Portée : La Cour de cassation rappelle que le jugement ouvrant la procédure de redressement judiciaire entraîne de plein droit l'interdiction de payer toute créance antérieure, à l'exception du paiement par compensation de créances connexes. Elle précise que le droit à l'exonération des cotisations sociales pour les jeunes entreprises innovantes est subordonné à la condition que l'entreprise ait rempli ses obligations de déclaration et de paiement à l'égard de l'organisme de recouvrement. Ainsi, une jeune entreprise innovante en redressement judiciaire est réputée avoir rempli ses obligations de déclaration et de paiement à la date du jugement d'ouverture de la procédure. La Cour de cassation censure la cour d'appel de Grenoble qui avait considéré que la société ne serait considérée comme étant à jour de ses cotisations sociales qu'à condition de respecter le plan d'apurement validé par le tribunal de commerce.

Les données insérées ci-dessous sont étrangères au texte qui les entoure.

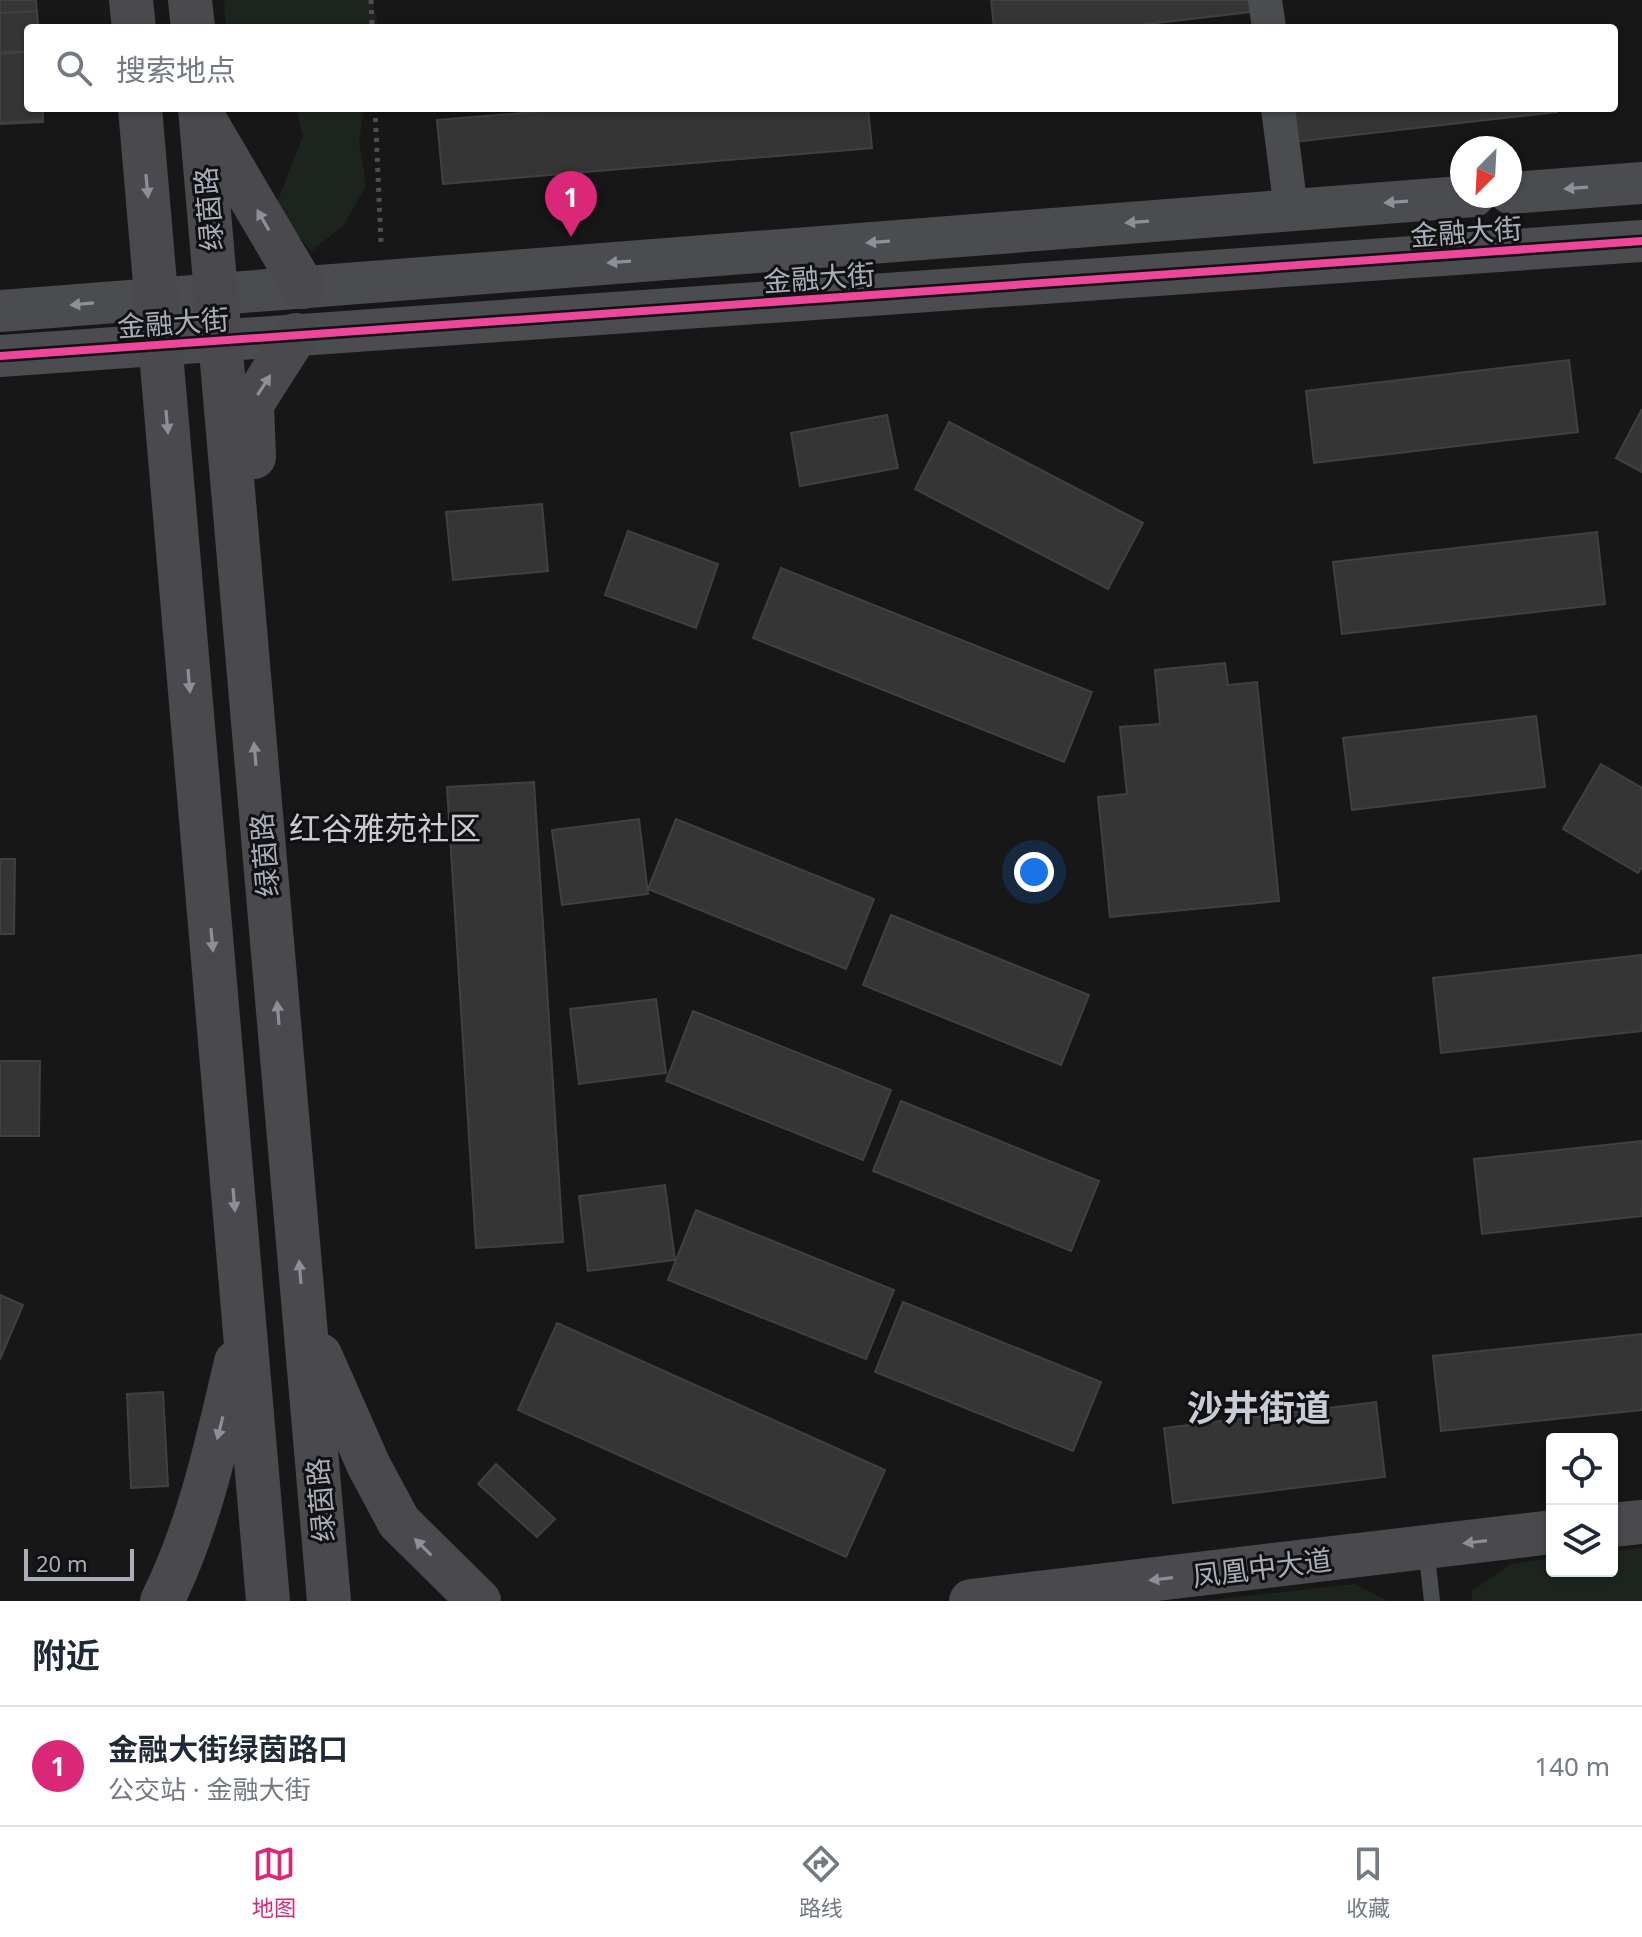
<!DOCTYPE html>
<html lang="zh">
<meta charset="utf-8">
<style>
body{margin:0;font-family:"Noto Sans","Noto Sans SC",sans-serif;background:#f6f6f7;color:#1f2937}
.controls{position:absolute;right:24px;bottom:24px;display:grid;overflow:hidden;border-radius:8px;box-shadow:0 2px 6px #0004}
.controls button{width:72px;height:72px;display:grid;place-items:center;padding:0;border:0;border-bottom:2px solid #e0e1e3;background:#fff;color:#1f2937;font:40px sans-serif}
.compass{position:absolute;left:1450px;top:136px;width:72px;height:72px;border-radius:50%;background:#fff;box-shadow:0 2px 6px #0004;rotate:204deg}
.scale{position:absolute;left:24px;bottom:20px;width:110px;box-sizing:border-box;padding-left:8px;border:4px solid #a8adb8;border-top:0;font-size:22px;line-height:28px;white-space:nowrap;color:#a8adb8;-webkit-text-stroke:6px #111113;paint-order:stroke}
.you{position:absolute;left:1034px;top:872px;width:28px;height:28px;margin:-20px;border:6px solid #fff;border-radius:50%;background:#1a73e8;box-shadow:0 0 0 12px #1a73e833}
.badge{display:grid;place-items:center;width:52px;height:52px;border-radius:50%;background:#db2777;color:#fff;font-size:26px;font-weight:700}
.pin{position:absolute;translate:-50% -66px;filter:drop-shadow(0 2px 4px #0008)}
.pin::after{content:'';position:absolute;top:42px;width:28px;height:24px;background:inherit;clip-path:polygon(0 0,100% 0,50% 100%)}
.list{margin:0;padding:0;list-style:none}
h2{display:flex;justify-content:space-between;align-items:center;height:104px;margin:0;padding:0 32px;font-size:34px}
h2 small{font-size:26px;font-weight:400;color:#747a83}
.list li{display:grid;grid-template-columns:52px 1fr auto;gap:24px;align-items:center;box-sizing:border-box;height:120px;padding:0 32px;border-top:2px solid #e0e1e3}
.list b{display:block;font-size:30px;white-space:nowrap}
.list p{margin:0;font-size:26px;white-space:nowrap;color:#747a83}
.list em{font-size:26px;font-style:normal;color:#747a83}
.icon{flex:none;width:44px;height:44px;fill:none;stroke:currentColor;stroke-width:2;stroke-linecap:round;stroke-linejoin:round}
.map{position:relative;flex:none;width:1642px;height:1601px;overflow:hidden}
.search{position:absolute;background:#fff;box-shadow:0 2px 6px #0004;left:24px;right:24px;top:24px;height:88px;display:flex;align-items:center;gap:20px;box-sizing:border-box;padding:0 28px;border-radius:8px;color:#747a83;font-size:30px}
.sheet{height:224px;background:#fff}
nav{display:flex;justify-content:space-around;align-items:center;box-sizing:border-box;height:112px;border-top:2px solid #e0e1e3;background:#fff;font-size:22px;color:#747a83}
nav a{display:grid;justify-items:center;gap:4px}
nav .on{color:#db2777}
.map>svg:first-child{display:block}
</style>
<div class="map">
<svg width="1642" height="1601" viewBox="0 0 1642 1601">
<rect width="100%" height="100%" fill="#171717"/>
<!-- green -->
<g fill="#1d241e">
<path d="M224 0H372L377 19 376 28H226Z"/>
<path d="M296 108H364L359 142 366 186 343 226 311 251 275 208 303 136Z"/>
<path d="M1642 1548V1601H1472V1591L1511 1564 1552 1558V1571H1612V1551Z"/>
<path d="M1355 1584 1388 1601H1202Z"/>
</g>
<!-- building -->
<g fill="#353536" stroke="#3f4043" stroke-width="2">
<path d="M0 0H35L36 9 0 11Z"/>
<path d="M0 0H36L38 28H28V108H42L43 122 0 124Z"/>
<path d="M991 0H1258L1259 11 1113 28H994Z"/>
<path d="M37 11 38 28H28V51L0 52V13Z"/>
<path d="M28 52V108H42L43 120 0 123V54Z"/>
<path d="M583 108H868L872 148 443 184 437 120Z"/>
<path d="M1290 108H1557V112L1294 142Z"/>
<path d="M1569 360 1578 432 1314 463 1306 391Z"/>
<path d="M1642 409V472L1616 458Z"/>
<path d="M887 415 898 468 800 486 791 433Z"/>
<path d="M949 422 1143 523 1108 589 915 489Z"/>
<path d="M542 504 548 571 453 580 446 512Z"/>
<path d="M628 531 718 564 696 628 605 595Z"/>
<path d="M1597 532 1605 604 1342 634 1333 562Z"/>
<path d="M781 568 1092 692 1064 762 753 638Z"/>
<path d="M1225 663 1228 685 1257 682 1279 901 1110 917 1098 797 1127 794 1120 727 1160 724 1155 670Z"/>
<path d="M1536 716 1545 787 1352 810 1343 738Z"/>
<path d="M1601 764 1642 788V867L1638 873 1563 829Z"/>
<path d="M534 782 563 1242 476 1248 447 787Z"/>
<path d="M639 819 648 894 562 905 552 830Z"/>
<path d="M676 819 874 899 846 969 648 889Z"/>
<path d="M0 859H15L14 934H0Z"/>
<path d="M891 915 1089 995 1061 1065 863 985Z"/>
<path d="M1642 955V1031L1441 1053 1433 978Z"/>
<path d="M656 999 666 1073 579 1084 570 1009Z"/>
<path d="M693 1011 891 1090 863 1160 666 1081Z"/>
<path d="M0 1061H40L39 1136H0Z"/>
<path d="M901 1101 1099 1181 1071 1251 873 1171Z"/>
<path d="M1642 1141V1216L1482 1234 1474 1159Z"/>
<path d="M665 1185 675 1260 588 1271 579 1196Z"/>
<path d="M696 1210 894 1290 866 1359 668 1280Z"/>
<path d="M0 1295 23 1305 0 1359Z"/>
<path d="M903 1302 1101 1382 1073 1451 875 1372Z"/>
<path d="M557 1323 885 1470 846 1557 518 1410Z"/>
<path d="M1642 1334V1410L1441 1431 1433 1356Z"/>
<path d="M163 1392 168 1486 131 1488 127 1394Z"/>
<path d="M1376 1402 1385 1477 1173 1503 1164 1428Z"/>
<path d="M496 1464 555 1519 537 1537 478 1484Z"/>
</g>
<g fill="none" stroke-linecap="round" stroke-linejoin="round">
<!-- path -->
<g stroke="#4d4e52" stroke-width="5" stroke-dasharray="4 6" stroke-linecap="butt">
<path d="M371 0 372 28"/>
<path d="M375 108 381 243"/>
</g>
<!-- service -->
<path stroke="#4b4c50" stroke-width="16" d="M1426 1547 1432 1601"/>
<!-- minor -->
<g stroke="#4b4c50" stroke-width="34">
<path d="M1265 0 1269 28"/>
<path d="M1278 108 1291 210"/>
</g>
<!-- tertiary -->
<g stroke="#4b4c50" stroke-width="42">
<path d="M1510 193 1642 183"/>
<path d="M0 311 1474 196"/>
<path d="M0 356 1642 241"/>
</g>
<!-- secondary -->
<g stroke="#4a4a4e" stroke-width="44">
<path d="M131 0 134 28"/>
<path d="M190 0 193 28"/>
<path d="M140 108 268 1601"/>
<path d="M200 108 329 1601"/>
<path d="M207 124 303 287"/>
<path d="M254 457 252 404 296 335"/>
<path d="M320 1355 369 1466 399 1522 479 1601"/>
<path d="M1612 1525 1642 1522"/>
<path d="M162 1601C199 1527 217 1443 236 1362"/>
<path d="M971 1601 1552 1532"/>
</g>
<!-- cycleway casing -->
<g stroke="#111113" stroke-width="13">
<path id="cycleway" d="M0 356 1642 241"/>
</g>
<!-- cycleway -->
<use href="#cycleway" stroke="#ed469a" stroke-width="8"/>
</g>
<!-- one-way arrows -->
<defs><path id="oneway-solid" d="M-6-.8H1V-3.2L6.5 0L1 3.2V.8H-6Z" transform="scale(2)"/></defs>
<g fill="#8c8f98">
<use href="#oneway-solid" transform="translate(147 186) rotate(85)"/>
<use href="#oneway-solid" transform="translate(263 220) rotate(-120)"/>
<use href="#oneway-solid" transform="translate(264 385) rotate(-57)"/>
<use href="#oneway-solid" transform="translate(167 422) rotate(85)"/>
<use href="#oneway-solid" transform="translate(189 681) rotate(85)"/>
<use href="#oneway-solid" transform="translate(255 754) rotate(-95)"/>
<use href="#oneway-solid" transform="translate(212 940) rotate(85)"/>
<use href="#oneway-solid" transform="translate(278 1013) rotate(-95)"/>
<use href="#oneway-solid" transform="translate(234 1200) rotate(85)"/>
<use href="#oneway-solid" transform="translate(300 1272) rotate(-95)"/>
<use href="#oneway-solid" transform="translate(220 1428) rotate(104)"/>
<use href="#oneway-solid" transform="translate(1475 1542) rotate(173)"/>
<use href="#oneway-solid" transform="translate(423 1547) rotate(-135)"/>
<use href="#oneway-solid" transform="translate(1161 1579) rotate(173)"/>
</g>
<g fill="#8c9099">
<use href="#oneway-solid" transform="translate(1576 188) rotate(176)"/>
<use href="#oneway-solid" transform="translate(1396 202) rotate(176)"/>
<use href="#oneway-solid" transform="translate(1137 222) rotate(176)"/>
<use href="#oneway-solid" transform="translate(878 242) rotate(176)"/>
<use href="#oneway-solid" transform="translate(619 262) rotate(176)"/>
<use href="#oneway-solid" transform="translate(82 304) rotate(175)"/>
</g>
<g text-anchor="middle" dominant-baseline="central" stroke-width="6" stroke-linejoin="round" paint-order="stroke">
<!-- street labels -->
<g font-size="28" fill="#a8adb8" stroke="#111113">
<text transform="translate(208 209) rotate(-95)">绿茵路</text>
<text transform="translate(1466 231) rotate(-4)">金融大街</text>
<text transform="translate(819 277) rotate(-4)">金融大街</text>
<text transform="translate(173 322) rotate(-4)">金融大街</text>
<text transform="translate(264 855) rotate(-95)">绿茵路</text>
<text transform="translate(320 1500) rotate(-95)">绿茵路</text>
<text transform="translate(1262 1567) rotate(-7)">凤凰中大道</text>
</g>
<!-- quarter labels -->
<g font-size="32" fill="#c9ccd4" stroke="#111113">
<text x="385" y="827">红谷雅苑社区</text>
</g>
<!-- district labels -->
<g font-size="36" font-weight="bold" fill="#c9ccd4" stroke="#111113">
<text x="1259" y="1407">沙井街道</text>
</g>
</g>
</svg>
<div class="controls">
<button><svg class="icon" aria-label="locate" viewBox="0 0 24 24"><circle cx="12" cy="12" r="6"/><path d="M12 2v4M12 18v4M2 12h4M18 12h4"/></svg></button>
<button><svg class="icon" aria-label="layers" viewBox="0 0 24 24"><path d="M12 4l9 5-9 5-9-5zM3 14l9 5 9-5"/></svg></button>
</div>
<svg class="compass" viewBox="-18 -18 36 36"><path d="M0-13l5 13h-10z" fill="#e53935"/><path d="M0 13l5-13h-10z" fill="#747a83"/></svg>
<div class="scale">20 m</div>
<div class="you"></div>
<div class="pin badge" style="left:571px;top:237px">1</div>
<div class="search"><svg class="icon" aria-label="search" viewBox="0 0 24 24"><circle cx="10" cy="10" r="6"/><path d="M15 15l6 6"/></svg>搜索地点</div>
</div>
<section class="sheet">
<h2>附近<small></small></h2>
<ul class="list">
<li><span class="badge">1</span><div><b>金融大街绿茵路口</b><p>公交站 · 金融大街</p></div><em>140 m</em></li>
</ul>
</section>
<nav>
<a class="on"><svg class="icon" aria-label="map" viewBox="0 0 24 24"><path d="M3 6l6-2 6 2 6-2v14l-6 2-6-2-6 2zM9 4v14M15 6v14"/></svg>地图</a>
<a><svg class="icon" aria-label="directions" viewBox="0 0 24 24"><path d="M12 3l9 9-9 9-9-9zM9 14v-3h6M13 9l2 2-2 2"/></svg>路线</a>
<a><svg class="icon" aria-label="saved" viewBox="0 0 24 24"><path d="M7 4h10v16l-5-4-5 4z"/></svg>收藏</a>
</nav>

Textes visés : Articles L. 622-7 et L. 631-14 du code de commerce ; Article 131 de la loi n° 2003-1311 du 30 décembre 2003 ; Article 6 du décret n° 2004-581 du 21 juin 2004 dans sa rédaction issue du décret n° 2014-1179 du 13 octobre 2014.

 : 2e Civ., 16 juin 2016, pourvoi n° 15-20.231, Bull. 2016, II, n° 154 (rejet) ; Com., 5 avril 2016, pourvoi n° 14-21.277, Bull. 2016, IV, n° 60 (cassation).